Interior and Infotainment


- New three-spoke steering wheel.

- Restyled, frameless interior rear view mirror.

- Updated Multi-Media Interface (MMI) screen.

On the inside, the cabin is largely the same. What you do get, though, is a new three-spoke steering wheel that feels great to grip and looks like the same unit you get in the Audi R8! It is adjustable for both rake and reach, and finding a good driving position is easy.

The instrument cluster still has the classic analogue dials with Multi Information Dislay in the middle layout. You don’t get the A4’s virtual cockpit, but the setup is very easy to read and displays a good amount of information, including turn-by-turn directions of the navigation system on the multi-information display - so you don’t have to turn your attention towards the Multi-Media Interface (MMI) screen.

Speaking of which, the MMI system has been updated and now features a better display. It isn’t a touchscreen, so you use the dial behind the gear-lever to shuffle between its functions. These functions include navigation, telephony, car settings and the entertainment system, among others. Features like the phonebook and navigation can be operated by voice commands. So if you’re looking for a petrol pump, you can hit the button and say, “I need fuel”, and the MMI display shows you the closest options. It’s quite intuitive and understands Indian accents easily.

The overall quality is impeccable, though the CLA’s trim quality has a slight upper hand and the Mercedes offers a better rear camera, too. However, the A3 gets features like dual-zone climate control, rear AC vents and front/rear parking sensors, all of which, the CLA misses out on.

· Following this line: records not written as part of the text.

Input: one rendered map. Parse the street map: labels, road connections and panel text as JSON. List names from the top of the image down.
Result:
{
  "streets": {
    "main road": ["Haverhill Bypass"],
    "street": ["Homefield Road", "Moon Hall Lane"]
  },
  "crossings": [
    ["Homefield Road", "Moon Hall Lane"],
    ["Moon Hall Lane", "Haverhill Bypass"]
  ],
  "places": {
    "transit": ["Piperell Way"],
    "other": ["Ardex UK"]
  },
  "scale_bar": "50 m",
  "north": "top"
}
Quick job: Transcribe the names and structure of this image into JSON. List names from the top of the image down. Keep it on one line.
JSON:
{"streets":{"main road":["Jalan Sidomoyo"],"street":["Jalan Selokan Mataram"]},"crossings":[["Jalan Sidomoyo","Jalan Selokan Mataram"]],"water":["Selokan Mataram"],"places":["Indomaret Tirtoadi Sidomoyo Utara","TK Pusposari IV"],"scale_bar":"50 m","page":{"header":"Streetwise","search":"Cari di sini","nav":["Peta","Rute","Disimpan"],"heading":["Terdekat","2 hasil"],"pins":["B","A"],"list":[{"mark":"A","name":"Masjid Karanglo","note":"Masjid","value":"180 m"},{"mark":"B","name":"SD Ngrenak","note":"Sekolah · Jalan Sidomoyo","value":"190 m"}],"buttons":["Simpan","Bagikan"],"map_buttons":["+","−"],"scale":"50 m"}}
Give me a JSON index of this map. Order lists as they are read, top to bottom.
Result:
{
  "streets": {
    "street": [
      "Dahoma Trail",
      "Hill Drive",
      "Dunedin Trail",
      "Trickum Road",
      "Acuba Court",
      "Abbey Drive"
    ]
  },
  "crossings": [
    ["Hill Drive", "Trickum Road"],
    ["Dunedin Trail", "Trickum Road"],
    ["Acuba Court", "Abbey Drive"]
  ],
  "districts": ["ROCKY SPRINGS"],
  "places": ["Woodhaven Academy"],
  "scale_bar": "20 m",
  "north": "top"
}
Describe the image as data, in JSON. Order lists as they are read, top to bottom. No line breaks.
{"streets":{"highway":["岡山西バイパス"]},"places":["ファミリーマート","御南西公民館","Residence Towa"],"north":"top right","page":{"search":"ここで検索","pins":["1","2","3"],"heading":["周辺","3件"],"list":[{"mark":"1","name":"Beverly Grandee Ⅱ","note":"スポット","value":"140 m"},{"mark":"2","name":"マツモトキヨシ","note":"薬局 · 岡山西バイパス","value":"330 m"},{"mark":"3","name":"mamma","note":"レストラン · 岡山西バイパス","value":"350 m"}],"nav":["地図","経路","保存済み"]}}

Other features available include a panoramic sunroof, Milano leather upholstery and the Audi Phone Box i.e. an inductive charger for your cellphone. What’s really nice, though, is how ergonomically everything has been laid out and how simple controlling all the features is.

Additionally, the A3 offers decent cabin space for a compact luxury car. No, two six-footers cannot sit one behind the other and seating three at the rear is too much of a squeeze, but four average-heighted adults can be accommodated. Just don’t expect Skoda Superb levels of roominess, even though both cars fall into a similar price range.

Also, not only is the overall headroom better than its rival, the CLA’s; unlike the Mercedes, the spare wheel (space-saver) sits under the boot floor. This makes the 425-litre boot genuinely usable and the loading-mouth is wider too. Overall, the Audi A3 is quite practical for a compact luxury car.



- New 1.4-litre petrol engine.

- Power reduces by 30PS, but fuel-efficiency improves by nearly 3kmpl.

- Engine is nearly 100kg lighter than the old 1.8-litre unit.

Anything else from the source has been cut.